-- Data for analysis follows --
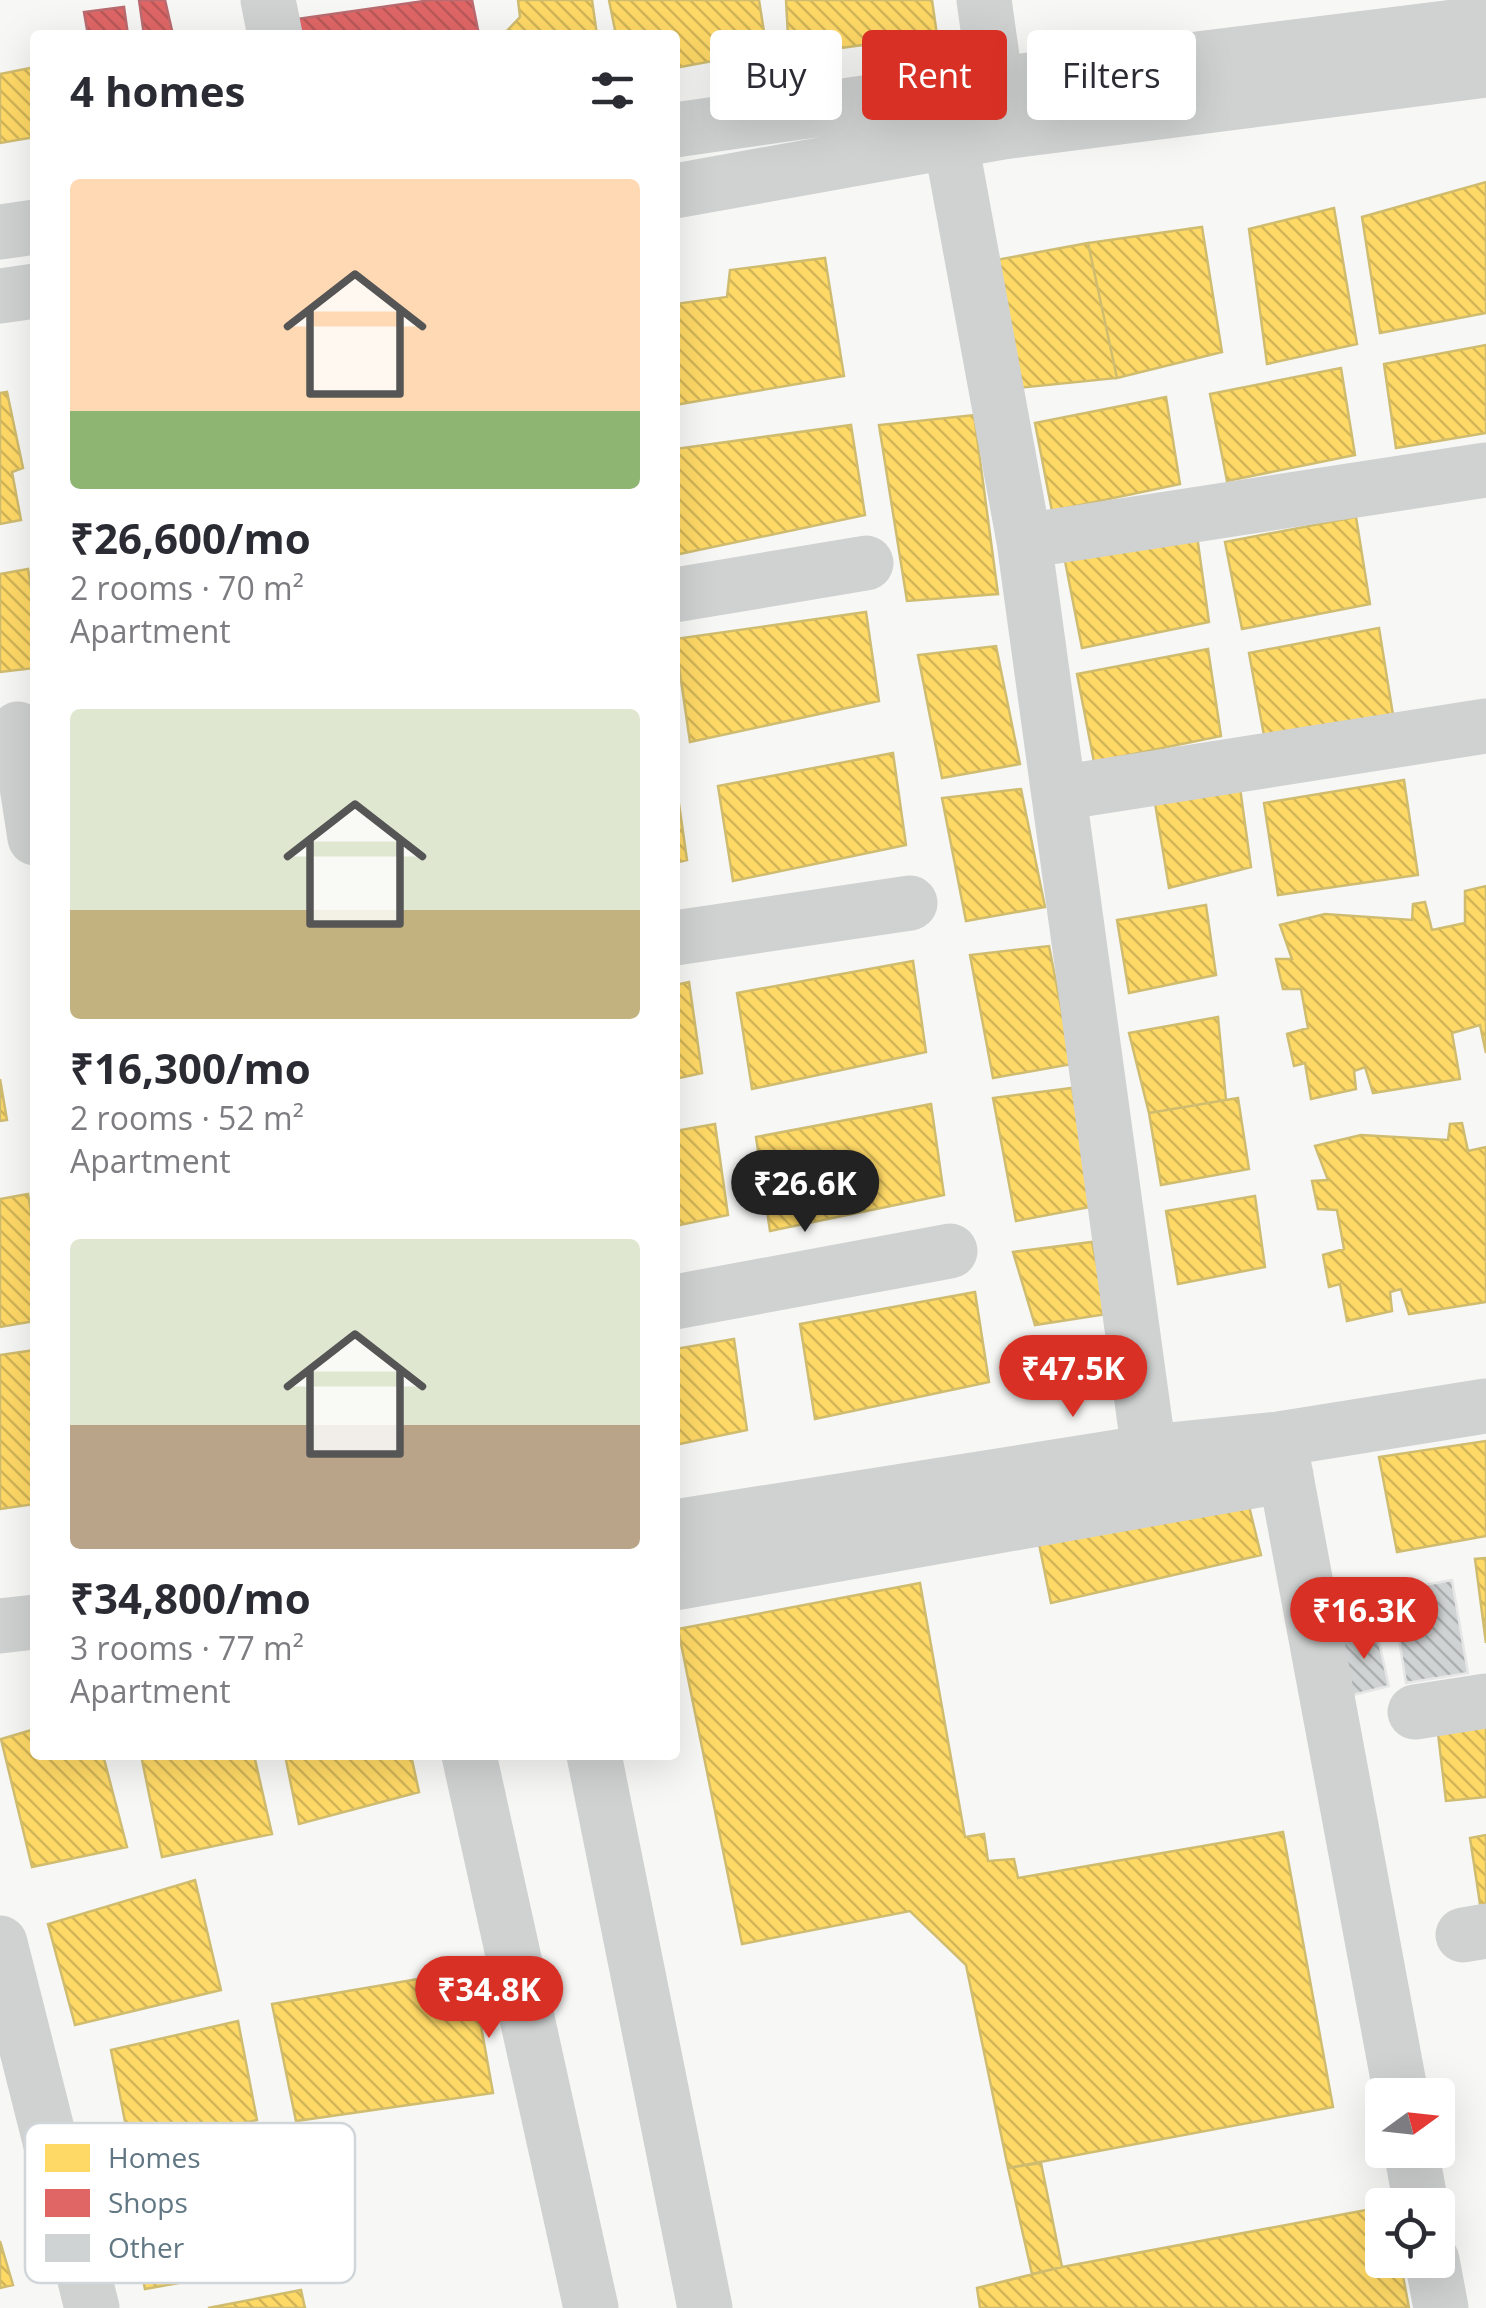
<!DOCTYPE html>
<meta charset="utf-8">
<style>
body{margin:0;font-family:"Open Sans",sans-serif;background:#f7f7f7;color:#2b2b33;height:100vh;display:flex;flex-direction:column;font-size:38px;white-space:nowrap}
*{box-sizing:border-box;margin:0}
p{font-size:32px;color:#7c7c81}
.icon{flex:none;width:55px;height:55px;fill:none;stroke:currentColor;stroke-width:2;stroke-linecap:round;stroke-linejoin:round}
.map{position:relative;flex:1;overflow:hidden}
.sheet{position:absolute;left:30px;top:30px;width:650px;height:1730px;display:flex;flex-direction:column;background:#fff;border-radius:10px;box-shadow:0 10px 40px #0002}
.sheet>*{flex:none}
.hud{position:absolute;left:710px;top:30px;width:625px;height:90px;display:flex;gap:20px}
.needle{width:65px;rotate:75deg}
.buttons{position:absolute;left:1365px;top:2078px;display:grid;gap:20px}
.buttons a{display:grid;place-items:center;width:90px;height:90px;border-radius:10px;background:#fff;box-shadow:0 10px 40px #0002;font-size:50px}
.price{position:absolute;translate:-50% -85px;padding:0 22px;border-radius:35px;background:#d93025;color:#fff;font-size:32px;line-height:65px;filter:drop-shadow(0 2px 5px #0008)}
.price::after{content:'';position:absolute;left:50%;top:60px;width:30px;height:22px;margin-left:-15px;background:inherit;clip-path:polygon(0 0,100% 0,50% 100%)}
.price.current{background:#222;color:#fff}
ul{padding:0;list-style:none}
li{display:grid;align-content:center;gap:20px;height:530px;padding:0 40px}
li span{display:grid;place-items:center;height:310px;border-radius:10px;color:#555}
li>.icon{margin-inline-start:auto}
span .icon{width:180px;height:180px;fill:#fffc;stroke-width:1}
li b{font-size:42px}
h2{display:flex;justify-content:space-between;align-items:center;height:120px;padding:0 40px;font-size:42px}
.pill{padding:0 35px;border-radius:10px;background:#fff;box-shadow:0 10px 40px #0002;font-size:35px;line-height:90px}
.pill.current{background:#d93025;color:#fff}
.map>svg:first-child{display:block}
.homes{fill:url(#homes-back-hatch);stroke:#d0bc6f;stroke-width:2.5}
.shops{fill:url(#shops-back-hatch);stroke:#ba6b6f;stroke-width:2.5}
.building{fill:url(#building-back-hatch);stroke:#e6e6e6;stroke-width:2.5}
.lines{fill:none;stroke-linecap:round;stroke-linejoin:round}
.minor{stroke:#d0d1d1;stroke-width:55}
.key{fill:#fff;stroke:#d0d6da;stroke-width:2.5}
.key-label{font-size:28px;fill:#617783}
</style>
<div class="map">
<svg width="1486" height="2308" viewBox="0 0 1486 2308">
<defs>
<pattern id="homes-back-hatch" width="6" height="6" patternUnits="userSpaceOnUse" patternTransform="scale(2.5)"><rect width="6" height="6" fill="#ffd966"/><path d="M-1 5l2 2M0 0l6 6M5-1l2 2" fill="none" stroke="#d2b559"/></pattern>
<pattern id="shops-back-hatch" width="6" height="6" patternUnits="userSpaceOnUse" patternTransform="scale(2.5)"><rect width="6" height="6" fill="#e06666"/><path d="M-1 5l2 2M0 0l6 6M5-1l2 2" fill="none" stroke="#b95959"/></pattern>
<pattern id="building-back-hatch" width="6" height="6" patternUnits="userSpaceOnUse" patternTransform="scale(2.5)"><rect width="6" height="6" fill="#d0d3d3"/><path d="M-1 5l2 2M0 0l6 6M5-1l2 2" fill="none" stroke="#acb0b1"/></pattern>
</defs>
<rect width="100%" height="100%" fill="#f7f7f6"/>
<path class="homes" d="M518,0H592L597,35H503L520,17Z
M609,0H759L767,51L675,68V35H616Z
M786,0H932L937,35L789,55Z
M35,67V137L0,143V74Z
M1486,182V313L1380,333L1362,217Z
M1334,208L1357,344L1267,364L1249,229Z
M1202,227L1222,352L1117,378L1088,243Z
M1088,243L1117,378L1018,388L991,261Z
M825,258L844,376L675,405V304L727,297L730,270Z
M1486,345V433L1396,448L1384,364Z
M1341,368L1355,455L1227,481L1210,394Z
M7,392L23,468L12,472L21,520L0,524V393Z
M1166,397L1180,484L1052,511L1035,423Z
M974,415L998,594L907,601L879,425Z
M851,425L865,515L675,555V449Z
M1356,517L1370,604L1242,629L1225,542Z
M1197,536L1209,622L1082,648L1065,561Z
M28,569L35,612V668L0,672V574Z
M866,612L879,701L690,742L675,639Z
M1379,628L1393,715L1265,741L1249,653Z
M996,646L1020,764L942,778L918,655Z
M1208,649L1221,736L1094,762L1077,674Z
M893,753L906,845L733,881L718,786Z
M675,776L687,860L675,863Z
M1404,780L1418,875L1278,895L1264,803Z
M1240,788L1251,867L1169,888L1154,797Z
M1021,789L1045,907L966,921L942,798Z
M1486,886V1053L1480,1025L1452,1033L1460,1079L1373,1093L1365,1067L1354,1071L1356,1089L1311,1099L1305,1063L1294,1066L1287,1034L1308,1028L1301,989H1283L1276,959H1292L1280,925L1325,914L1412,920L1413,904L1425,902L1432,930L1465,923V891Z
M1206,905L1216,975L1129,993L1117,920Z
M1049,946L1072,1064L993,1078L970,955Z
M913,961L926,1052L752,1089L737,993Z
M689,982L702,1073L675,1079V985Z
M1218,1017L1226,1100L1149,1113L1129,1033Z
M0,1079L7,1120L0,1121Z
M1072,1088L1095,1206L1016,1221L993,1098Z
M1238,1098L1249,1169L1161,1185L1149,1113Z
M931,1104L944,1195L770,1231L756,1137Z
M1462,1123L1468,1151L1486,1147V1302L1409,1314L1401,1289L1390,1292L1392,1311L1347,1321L1340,1284L1329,1287L1323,1255L1344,1249L1337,1210L1318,1209L1312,1181L1328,1180L1315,1146L1361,1135L1448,1140L1450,1124Z
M715,1124L728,1215L675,1226V1131Z
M28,1194L35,1236V1321L0,1327V1199Z
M1255,1196L1265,1267L1178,1284L1166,1211Z
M1092,1242L1107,1314L1035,1325L1013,1252Z
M975,1292L989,1382L815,1419L800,1324Z
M734,1339L747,1430L675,1445V1349Z
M35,1350V1504L0,1509V1355Z
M1486,1441V1536L1397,1552L1379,1457Z
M1246,1494L1261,1555L1051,1603L1038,1539Z
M1486,1558V1643L1475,1559Z
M920,1583L965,1837L984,1834L988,1861L1014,1859L1018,1878L1283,1832L1333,2107L1008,2168L966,1965L910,1911L742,1944L678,1629Z
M1486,1719V1797L1446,1801L1437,1725Z
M35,1729V1755H103L127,1847L32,1867L1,1739Z
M141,1755H254L272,1834L162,1857Z
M285,1755H411L419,1792L299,1824Z
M1486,1835V1916L1482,1917L1470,1838Z
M195,1880L221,1990L75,2025L48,1924Z
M471,1970L493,2093L296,2121L272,2004Z
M238,2021L257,2120L130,2147L111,2050Z
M277,2151L302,2261L145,2289L120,2177Z
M1041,2163L1062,2267L1032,2274L1008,2168Z
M1382,2207V2260H1400L1409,2308H980L977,2288L1062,2267Z
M0,2241L13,2285L0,2288Z
M301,2290L305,2308H208Z"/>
<path class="shops" d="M139,0H165L173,35H144Z
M431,0H472L479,35H302L297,19Z
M124,7L128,35H88L84,12Z"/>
<path class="building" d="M1452,1580L1468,1673L1406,1683L1391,1591Z
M1376,1629L1389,1686L1353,1695L1339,1638Z"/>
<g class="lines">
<path class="minor" d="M268,0L275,35
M984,0L1001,121
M675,130L997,84L1486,23
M951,143L1024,541L1149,1452
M675,191L1003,132L1486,70
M0,232L35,227
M0,296L35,291
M1024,541L1486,470
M675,595L866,563
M18,729L35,838
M1059,793L1486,726
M675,938L910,903
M675,1302L950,1251
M1279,1439L1401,2095
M675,1527L1149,1452L1279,1439L1486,1406
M675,1583L1286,1475
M0,1626L35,1622
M1415,1712L1486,1701
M469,1755L591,2308
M594,1755L705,2308
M1463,1935L1486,1931
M0,1943L92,2308
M1411,2150L1421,2205
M1432,2260L1441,2308"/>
</g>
<rect x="25" y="2123" width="330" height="160" rx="15" class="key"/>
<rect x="45" y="2144" width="45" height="28" fill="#ffd966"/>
<rect x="45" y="2189" width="45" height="28" fill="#e06666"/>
<rect x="45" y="2234" width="45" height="28" fill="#d0d3d3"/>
<g class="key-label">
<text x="108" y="2168">Homes</text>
<text x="108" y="2213">Shops</text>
<text x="108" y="2258">Other</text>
</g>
</svg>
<div class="buttons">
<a><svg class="needle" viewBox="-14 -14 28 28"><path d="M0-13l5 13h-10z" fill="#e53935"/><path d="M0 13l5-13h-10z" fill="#7c7c81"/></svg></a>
<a><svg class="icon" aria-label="locate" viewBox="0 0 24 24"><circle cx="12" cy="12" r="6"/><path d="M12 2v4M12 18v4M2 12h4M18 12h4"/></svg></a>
</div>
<b class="price current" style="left:805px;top:1235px">₹26.6K</b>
<b class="price" style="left:1073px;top:1420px">₹47.5K</b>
<b class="price" style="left:1364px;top:1662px">₹16.3K</b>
<b class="price" style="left:489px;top:2041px">₹34.8K</b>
<div class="hud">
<a class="pill">Buy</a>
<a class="pill current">Rent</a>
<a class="pill">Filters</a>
</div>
<section class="sheet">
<h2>4 homes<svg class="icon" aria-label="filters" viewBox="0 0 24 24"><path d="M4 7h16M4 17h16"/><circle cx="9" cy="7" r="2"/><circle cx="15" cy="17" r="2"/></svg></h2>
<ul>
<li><span style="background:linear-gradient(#ffd9b3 75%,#8fb573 0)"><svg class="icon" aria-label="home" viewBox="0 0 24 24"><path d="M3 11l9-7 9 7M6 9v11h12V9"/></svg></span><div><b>₹26,600/mo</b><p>2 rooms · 70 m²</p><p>Apartment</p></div></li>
<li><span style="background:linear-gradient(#dfe7d0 65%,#c2b280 0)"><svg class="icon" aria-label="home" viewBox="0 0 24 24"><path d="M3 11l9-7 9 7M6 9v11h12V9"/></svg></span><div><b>₹16,300/mo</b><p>2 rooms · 52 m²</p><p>Apartment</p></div></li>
<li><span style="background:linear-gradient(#dfe7d0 60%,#b9a48a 0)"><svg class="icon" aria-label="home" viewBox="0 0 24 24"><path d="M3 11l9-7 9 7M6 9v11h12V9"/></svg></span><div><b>₹34,800/mo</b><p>3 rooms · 77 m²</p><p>Apartment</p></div></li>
</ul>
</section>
</div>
-- Data for analysis concluded --
*Problem details*. Reproduce every line above that contains the string "buttons".

*Written solution*.
.buttons{position:absolute;left:1365px;top:2078px;display:grid;gap:20px}
.buttons a{display:grid;place-items:center;width:90px;height:90px;border-radius:10px;background:#fff;box-shadow:0 10px 40px #0002;font-size:50px}
<div class="buttons">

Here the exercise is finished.